AIM OF THE EXERCISE. Copy all lines containing the string "Keep" from the records below.

MATERIAL PROVIDED.
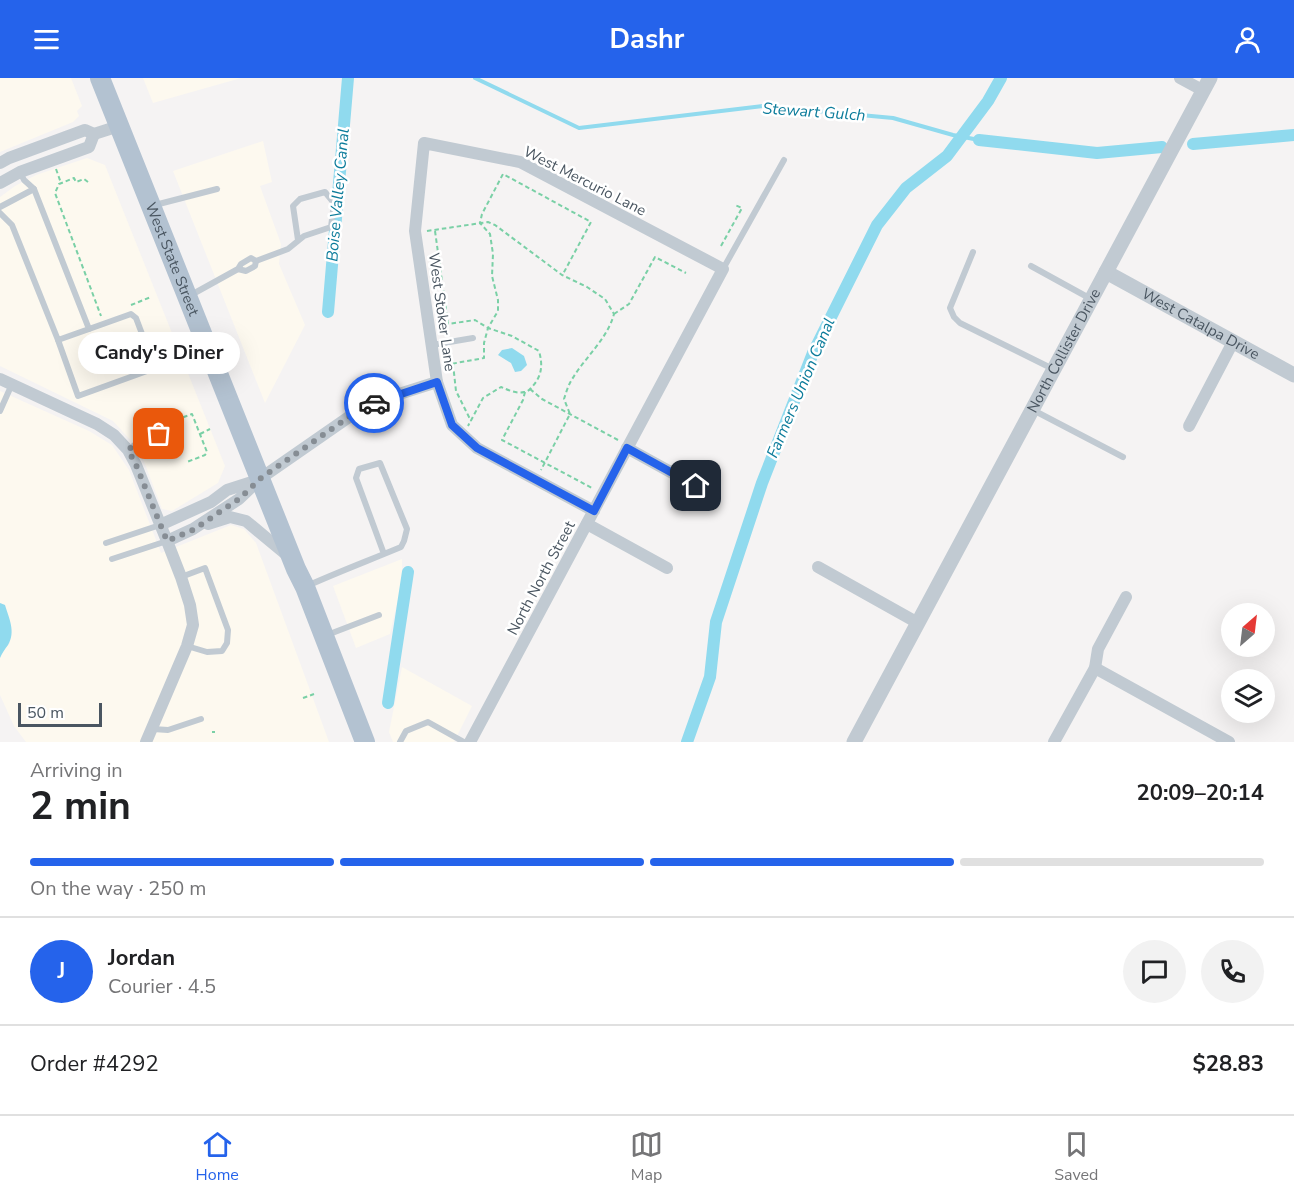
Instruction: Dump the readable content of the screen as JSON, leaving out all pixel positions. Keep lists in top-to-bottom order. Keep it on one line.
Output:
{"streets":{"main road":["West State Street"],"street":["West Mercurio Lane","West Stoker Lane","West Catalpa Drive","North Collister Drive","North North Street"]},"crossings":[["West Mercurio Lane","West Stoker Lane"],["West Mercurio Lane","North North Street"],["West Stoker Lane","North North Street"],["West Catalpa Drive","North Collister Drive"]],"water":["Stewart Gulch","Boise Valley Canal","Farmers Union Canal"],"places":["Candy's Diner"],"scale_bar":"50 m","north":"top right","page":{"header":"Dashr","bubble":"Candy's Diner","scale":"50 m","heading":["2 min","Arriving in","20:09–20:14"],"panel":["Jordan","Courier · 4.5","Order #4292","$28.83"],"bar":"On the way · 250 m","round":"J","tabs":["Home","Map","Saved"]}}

* * *

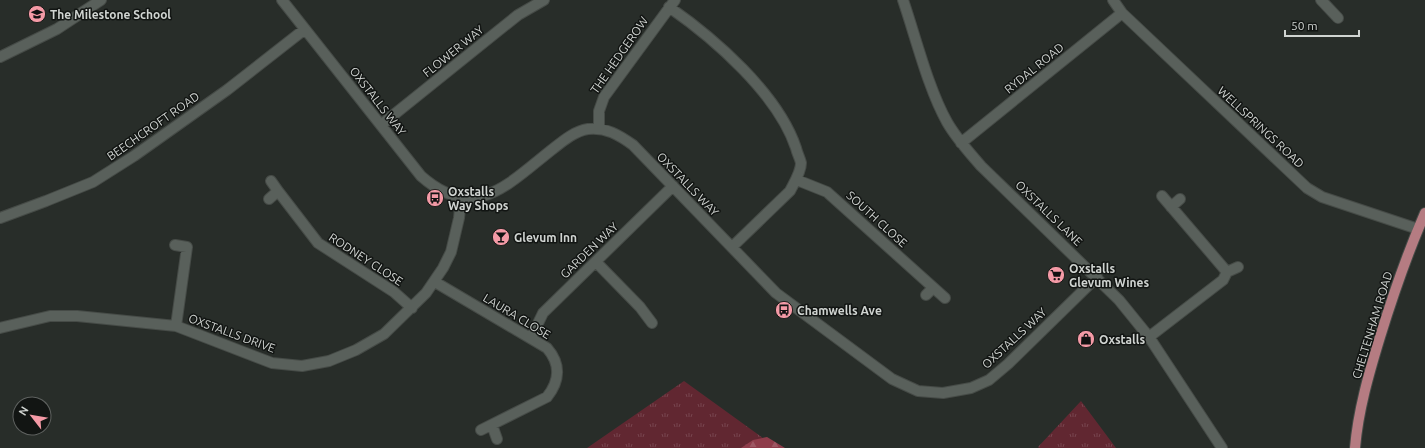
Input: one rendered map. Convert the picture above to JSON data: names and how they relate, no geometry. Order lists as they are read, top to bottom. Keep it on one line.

SOLUTION TO THIS TASK.
Instruction: Dump the readable content of the screen as JSON, leaving out all pixel positions. Keep lists in top-to-bottom order. Keep it on one line.
Input: one rendered map. Convert the picture above to JSON data: names and how they relate, no geometry. Order lists as they are read, top to bottom. Keep it on one line.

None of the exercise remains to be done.